What needs to be done – Every line below that holds the word "stream" counts once; please tally them and give only the total.

Collected data –
___
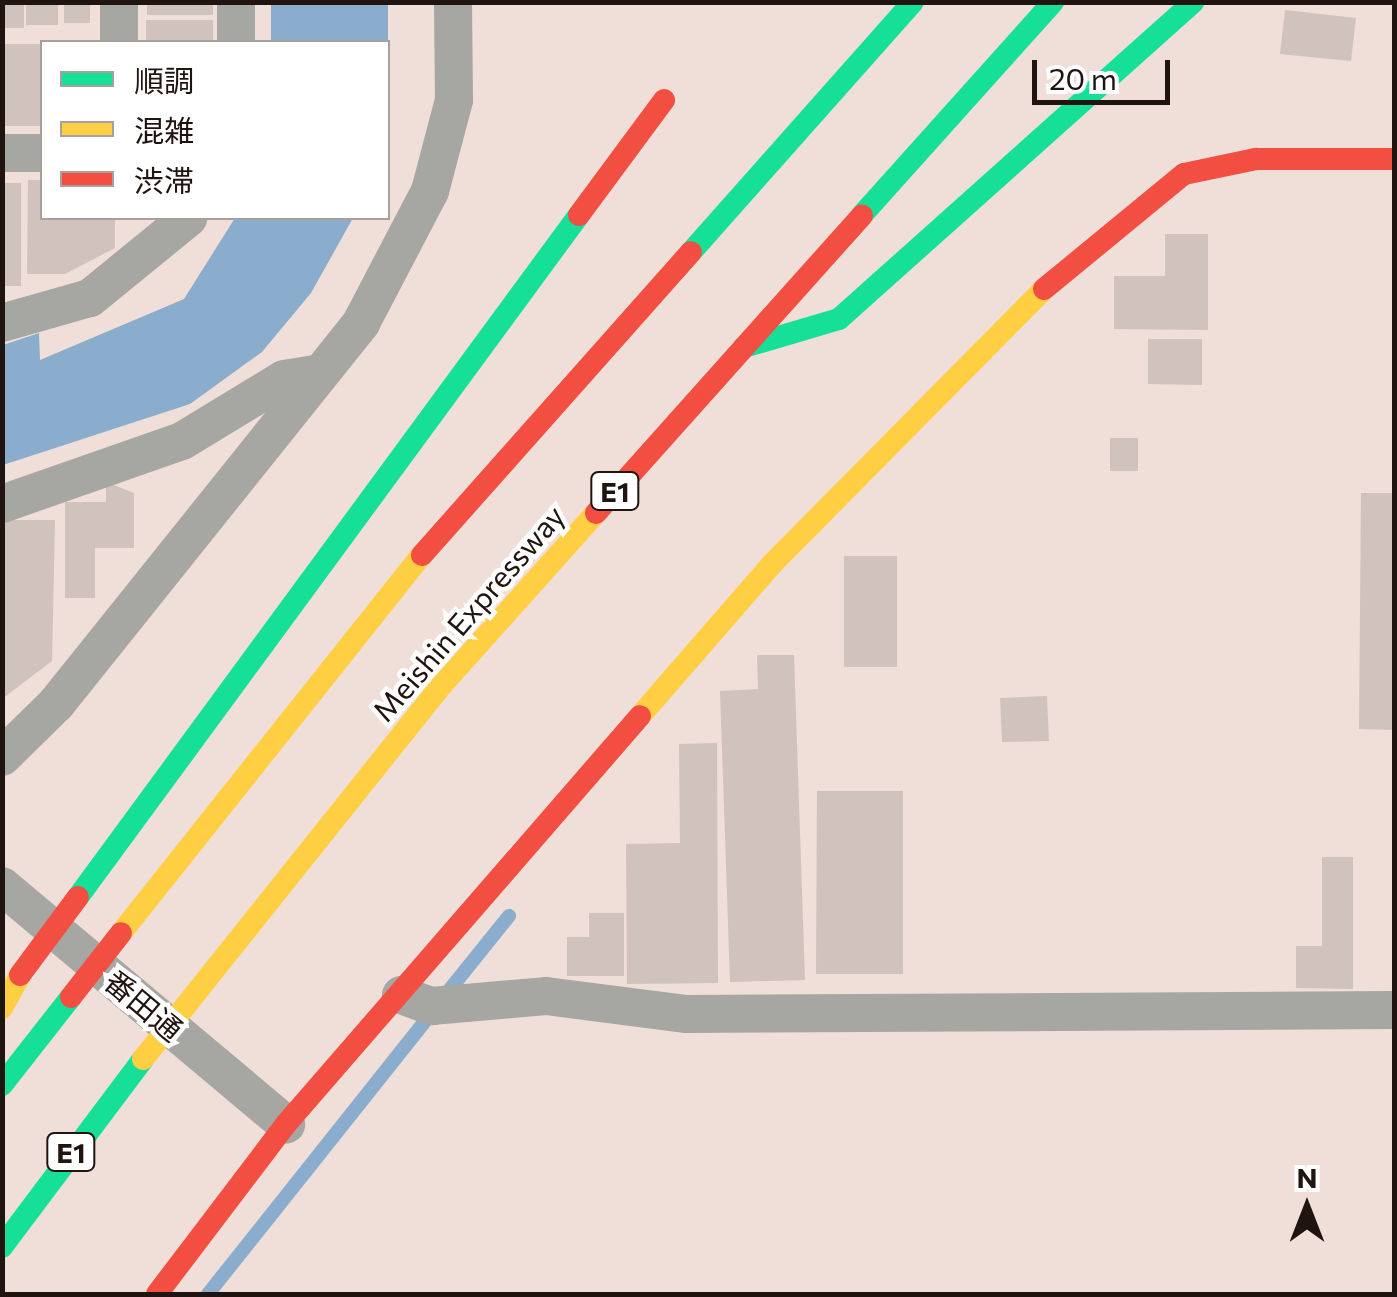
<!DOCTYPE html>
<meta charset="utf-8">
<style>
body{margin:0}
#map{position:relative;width:1397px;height:1297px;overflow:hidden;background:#f0ded8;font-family:Commissioner,"Noto Sans JP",sans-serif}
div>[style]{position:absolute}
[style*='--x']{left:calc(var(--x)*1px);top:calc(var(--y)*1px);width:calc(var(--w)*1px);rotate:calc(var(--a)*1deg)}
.water>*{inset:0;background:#8aadcd}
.stream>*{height:14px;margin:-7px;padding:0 7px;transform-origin:7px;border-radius:7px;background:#8aadcd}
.building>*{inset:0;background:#d0c2bd}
.street>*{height:38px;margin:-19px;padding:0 19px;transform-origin:19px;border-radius:19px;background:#a6a6a2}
.fast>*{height:22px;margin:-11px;padding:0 11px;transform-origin:11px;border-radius:11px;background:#16e098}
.slow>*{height:22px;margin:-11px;padding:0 11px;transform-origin:11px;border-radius:11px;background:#ffcf43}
.jam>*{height:22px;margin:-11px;padding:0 11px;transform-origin:11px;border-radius:11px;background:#f24e42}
.slow-bridge>*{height:22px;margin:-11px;padding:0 11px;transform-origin:11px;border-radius:11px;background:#ffcf43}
.jam-bridge>*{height:22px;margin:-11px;padding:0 11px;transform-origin:11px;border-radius:11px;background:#f24e42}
span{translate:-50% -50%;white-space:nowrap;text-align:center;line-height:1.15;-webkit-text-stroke:9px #fff;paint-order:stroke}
.shield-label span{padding:2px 8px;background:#fff;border:2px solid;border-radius:8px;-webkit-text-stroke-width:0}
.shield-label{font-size:28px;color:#201410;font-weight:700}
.street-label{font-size:30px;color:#201410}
.frame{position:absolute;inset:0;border:5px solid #201410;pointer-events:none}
.legend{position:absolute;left:40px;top:40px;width:350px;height:180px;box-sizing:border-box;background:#fff;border:2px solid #a6a19f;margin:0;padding:12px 18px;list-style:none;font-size:30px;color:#201410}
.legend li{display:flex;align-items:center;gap:20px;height:50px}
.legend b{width:50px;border:2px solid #a6a19f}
.north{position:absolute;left:1257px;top:1157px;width:100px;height:100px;-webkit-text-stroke:8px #fff;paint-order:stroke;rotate:0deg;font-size:28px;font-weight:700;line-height:40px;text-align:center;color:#201410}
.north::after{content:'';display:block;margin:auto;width:35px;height:45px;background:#201410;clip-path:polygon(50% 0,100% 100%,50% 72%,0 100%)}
.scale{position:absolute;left:1032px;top:60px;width:138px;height:45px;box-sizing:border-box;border:5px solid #201410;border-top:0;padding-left:12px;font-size:30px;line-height:35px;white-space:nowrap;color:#201410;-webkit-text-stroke:8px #fff;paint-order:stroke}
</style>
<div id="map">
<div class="water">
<i style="clip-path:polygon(271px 3px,388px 3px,388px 43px,271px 42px)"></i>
<i style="clip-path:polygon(235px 218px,353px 218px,311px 293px,262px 352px,190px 404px,3px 465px,3px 345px,39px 333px,40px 360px,184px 299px)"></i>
</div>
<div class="stream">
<i style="--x:447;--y:993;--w:99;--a:-51.2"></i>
<i style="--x:208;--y:1294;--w:352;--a:-51.5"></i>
</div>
<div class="building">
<i style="clip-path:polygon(2px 2px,24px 2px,24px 28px,2px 28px)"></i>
<i style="clip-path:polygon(26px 2px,58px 2px,58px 25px,26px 25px)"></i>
<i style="clip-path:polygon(64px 2px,90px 2px,90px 23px,64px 23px)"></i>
<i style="clip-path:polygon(147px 2px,213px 2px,213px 15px,147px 15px)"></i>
<i style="clip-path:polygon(1285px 10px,1356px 18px,1351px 61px,1280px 54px)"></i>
<i style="clip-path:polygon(146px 20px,213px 20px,213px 42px,146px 42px)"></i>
<i style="clip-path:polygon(2px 44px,42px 44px,42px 126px,2px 126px)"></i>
<i style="clip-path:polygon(28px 180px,42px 180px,42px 218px,115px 218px,115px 248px,65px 274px,27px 274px)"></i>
<i style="clip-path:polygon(2px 183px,21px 183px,21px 286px,2px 286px)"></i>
<i style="clip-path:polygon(1165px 234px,1208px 234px,1208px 330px,1114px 329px,1114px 276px,1165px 276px)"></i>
<i style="clip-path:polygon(1148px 339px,1202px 339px,1202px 385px,1148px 384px)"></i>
<i style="clip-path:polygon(1110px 438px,1138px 438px,1138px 471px,1110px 471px)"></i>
<i style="clip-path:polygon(106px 482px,134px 493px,134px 548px,95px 548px,95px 598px,65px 598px,65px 502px,106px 502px)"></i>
<i style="clip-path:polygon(1361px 493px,1394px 493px,1394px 730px,1359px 729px)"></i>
<i style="clip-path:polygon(2px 520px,55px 520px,52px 661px,2px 699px)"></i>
<i style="clip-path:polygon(844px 556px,897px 556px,897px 667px,844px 667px)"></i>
<i style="clip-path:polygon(757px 655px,794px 655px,805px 980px,730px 982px,720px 691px,758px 689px)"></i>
<i style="clip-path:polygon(1047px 696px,1049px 741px,1002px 742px,1000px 698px)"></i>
<i style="clip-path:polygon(717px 743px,718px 983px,627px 984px,626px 844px,680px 843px,679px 744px)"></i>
<i style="clip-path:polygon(817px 791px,903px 791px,903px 974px,816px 974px)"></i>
<i style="clip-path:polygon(1322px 857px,1353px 857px,1353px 989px,1296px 988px,1296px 946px,1322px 946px)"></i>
<i style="clip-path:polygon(589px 913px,624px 913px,624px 976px,567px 976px,567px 937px,589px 937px)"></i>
</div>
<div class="street">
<i style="--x:236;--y:2;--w:40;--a:90"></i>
<i style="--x:119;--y:42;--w:40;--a:-90"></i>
<i style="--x:2;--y:153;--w:40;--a:0"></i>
<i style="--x:2;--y:323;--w:91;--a:-15.9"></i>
<i style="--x:90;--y:298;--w:127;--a:-39.2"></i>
<i style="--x:2;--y:504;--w:191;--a:-19.3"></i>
<i style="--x:182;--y:441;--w:119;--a:-31.3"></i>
<i style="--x:284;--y:379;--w:33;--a:-9"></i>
<i style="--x:2;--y:757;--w:76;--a:-44.5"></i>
<i style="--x:56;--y:704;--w:488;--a:-51.3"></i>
<i style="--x:361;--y:323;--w:149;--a:-62.4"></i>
<i style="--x:430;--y:191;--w:94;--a:-75.2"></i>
<i style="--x:454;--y:100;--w:98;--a:-90.6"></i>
<i style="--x:2;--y:886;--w:371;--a:40"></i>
<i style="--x:401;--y:995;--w:33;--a:20"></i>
<i style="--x:432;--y:1006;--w:114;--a:-5"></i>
<i style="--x:546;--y:996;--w:142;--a:7.3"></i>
<i style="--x:687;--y:1014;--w:707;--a:-0.32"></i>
</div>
<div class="fast">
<i style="--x:862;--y:215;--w:286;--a:-48.1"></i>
<i style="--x:691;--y:252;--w:334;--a:-48.4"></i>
<i style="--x:744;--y:347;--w:99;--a:-16.4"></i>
<i style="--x:839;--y:319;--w:475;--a:-41.8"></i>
<i style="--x:78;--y:897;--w:846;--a:-53.7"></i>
<i style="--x:2;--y:1085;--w:112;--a:-51.9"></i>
<i style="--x:2;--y:1247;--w:235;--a:-53.1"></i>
</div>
<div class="slow">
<i style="--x:640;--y:716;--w:201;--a:-49"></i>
<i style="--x:772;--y:564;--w:387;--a:-45.3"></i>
<i style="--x:121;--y:933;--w:483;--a:-51.5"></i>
<i style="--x:195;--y:994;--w:396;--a:-51.4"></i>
<i style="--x:442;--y:685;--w:231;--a:-48.2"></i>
<i style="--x:2;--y:1008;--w:38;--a:-61"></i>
</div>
<div class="jam">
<i style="--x:579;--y:215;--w:143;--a:-53.5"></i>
<i style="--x:1044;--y:289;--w:181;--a:-39.4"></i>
<i style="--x:1184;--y:174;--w:74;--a:-11.8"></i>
<i style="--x:1256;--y:159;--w:138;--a:0"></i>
<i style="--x:596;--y:513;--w:399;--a:-48.2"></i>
<i style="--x:422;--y:555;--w:405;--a:-48.4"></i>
<i style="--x:157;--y:1294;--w:213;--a:-52.8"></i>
<i style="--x:286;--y:1124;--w:540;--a:-49.05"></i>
</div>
<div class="slow-bridge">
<i style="--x:143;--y:1059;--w:83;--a:-51.3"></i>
</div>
<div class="jam-bridge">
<i style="--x:20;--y:975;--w:97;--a:-53.4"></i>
<i style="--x:71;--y:997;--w:81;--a:-52"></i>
</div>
<div class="shield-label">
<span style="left:615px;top:491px">E1</span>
<span style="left:71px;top:1152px">E1</span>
</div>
<div class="street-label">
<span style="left:468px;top:613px;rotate:-49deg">Meishin Expressway</span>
<span style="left:144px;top:1005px;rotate:40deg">番田通</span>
</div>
<div class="frame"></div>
<ul class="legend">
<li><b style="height:12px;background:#16e098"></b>順調</li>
<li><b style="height:12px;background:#ffcf43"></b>混雑</li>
<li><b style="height:12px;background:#f24e42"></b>渋滞</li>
</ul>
<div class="north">N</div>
<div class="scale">20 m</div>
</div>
___
Response below – 2